Input data Block Start
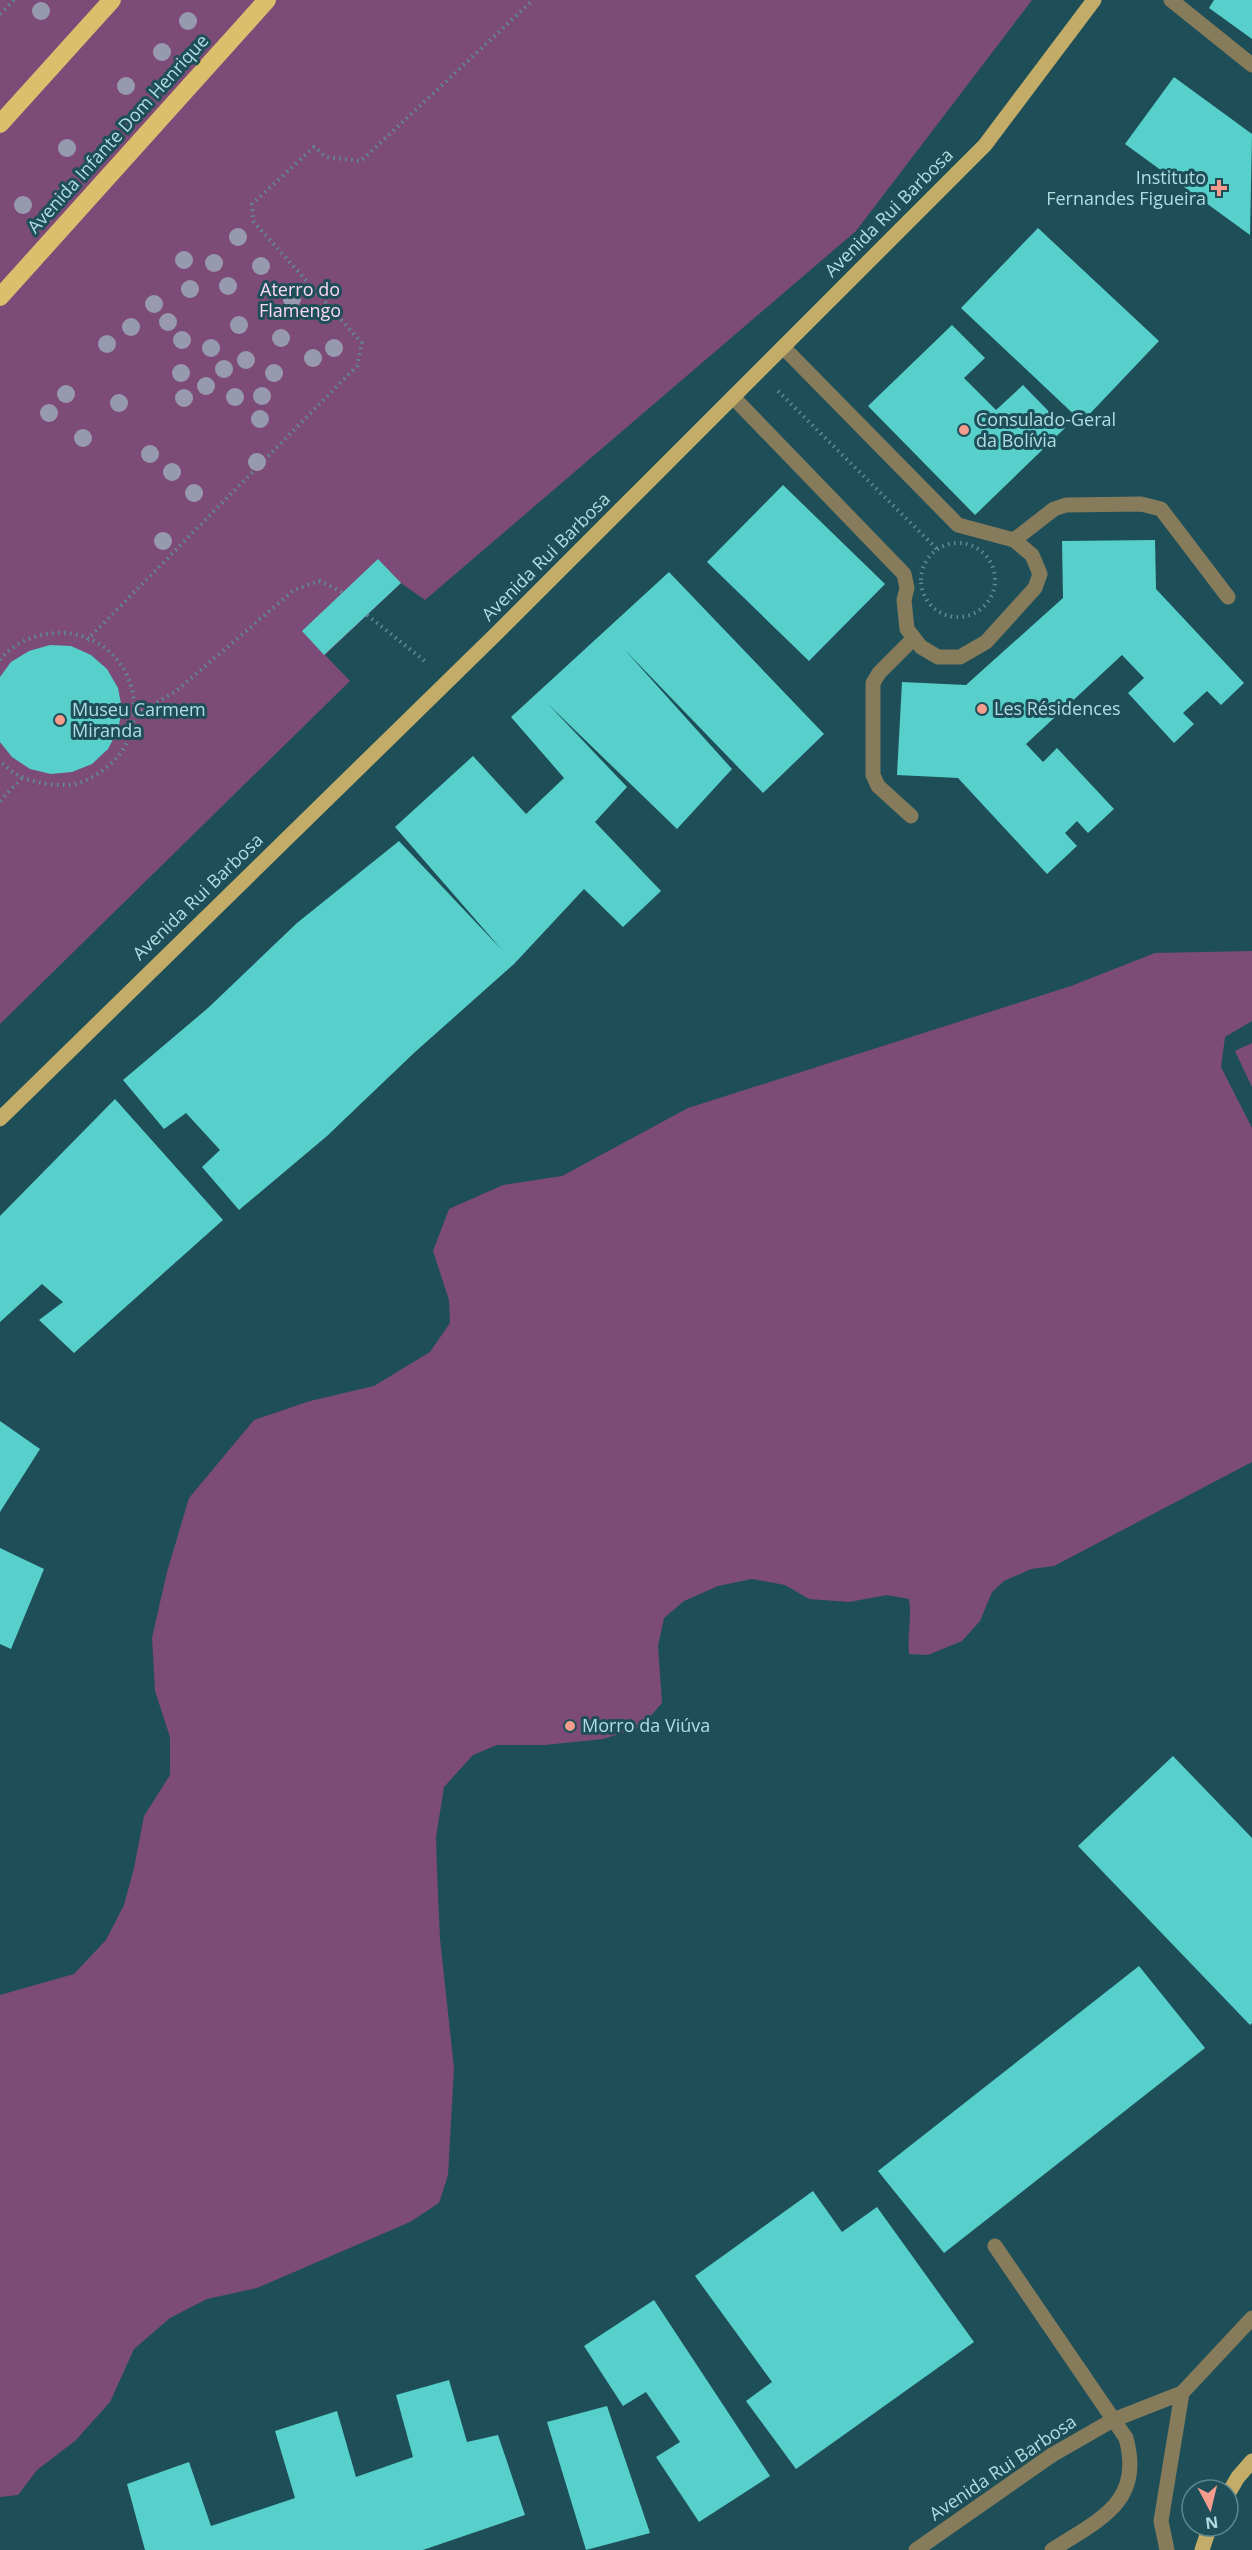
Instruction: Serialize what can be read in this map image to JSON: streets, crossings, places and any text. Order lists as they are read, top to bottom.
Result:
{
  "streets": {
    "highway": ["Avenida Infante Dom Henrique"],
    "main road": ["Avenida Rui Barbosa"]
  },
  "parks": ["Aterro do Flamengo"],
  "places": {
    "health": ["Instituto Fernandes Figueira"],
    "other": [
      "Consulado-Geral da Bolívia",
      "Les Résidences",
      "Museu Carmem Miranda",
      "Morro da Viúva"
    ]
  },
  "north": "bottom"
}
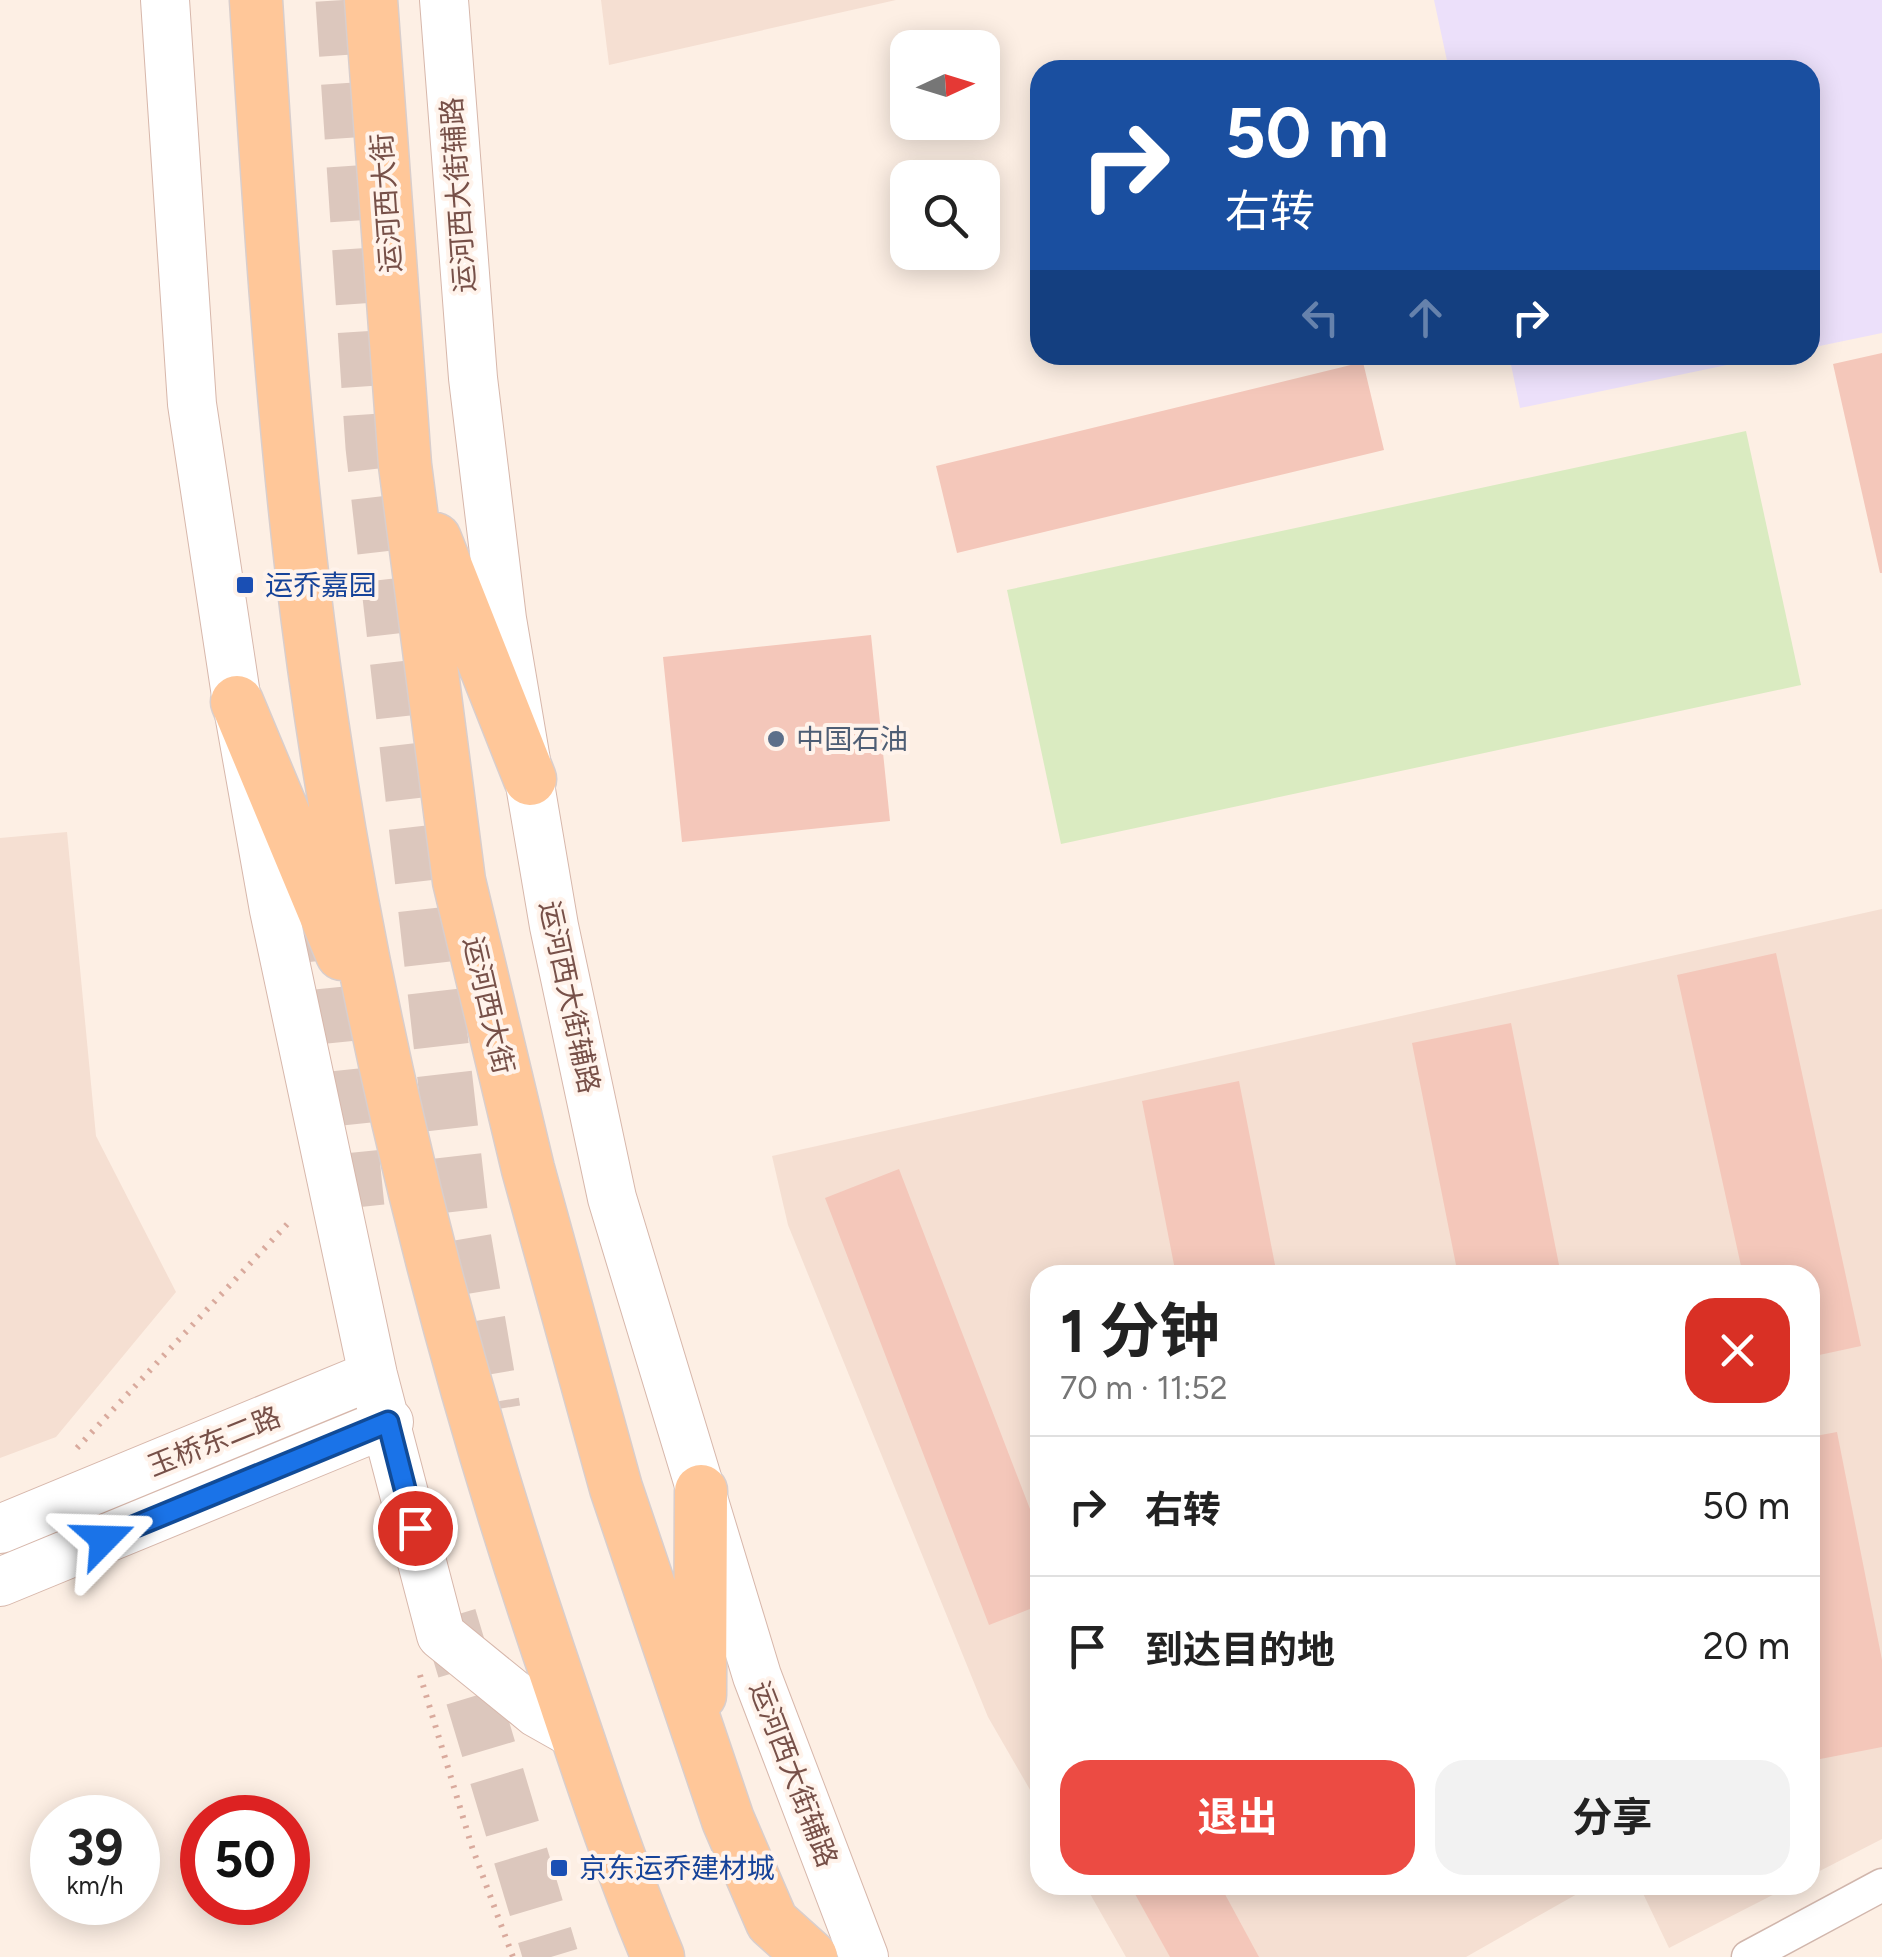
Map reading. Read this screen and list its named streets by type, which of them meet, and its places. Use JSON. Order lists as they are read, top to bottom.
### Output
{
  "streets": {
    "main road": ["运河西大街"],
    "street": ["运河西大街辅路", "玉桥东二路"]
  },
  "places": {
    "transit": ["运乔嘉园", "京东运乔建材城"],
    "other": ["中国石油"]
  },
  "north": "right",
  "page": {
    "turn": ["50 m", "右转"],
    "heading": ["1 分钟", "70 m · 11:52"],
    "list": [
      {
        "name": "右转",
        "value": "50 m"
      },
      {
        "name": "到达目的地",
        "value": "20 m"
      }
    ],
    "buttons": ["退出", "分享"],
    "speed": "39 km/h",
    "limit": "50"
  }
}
Input data Block End
Exercise
The task calls for every line of the material that contains the string "they".

Your response
Instruction: Serialize what can be read in this map image to JSON: streets, crossings, places and any text. Order lists as they are read, top to bottom.
Map reading. Read this screen and list its named streets by type, which of them meet, and its places. Use JSON. Order lists as they are read, top to bottom.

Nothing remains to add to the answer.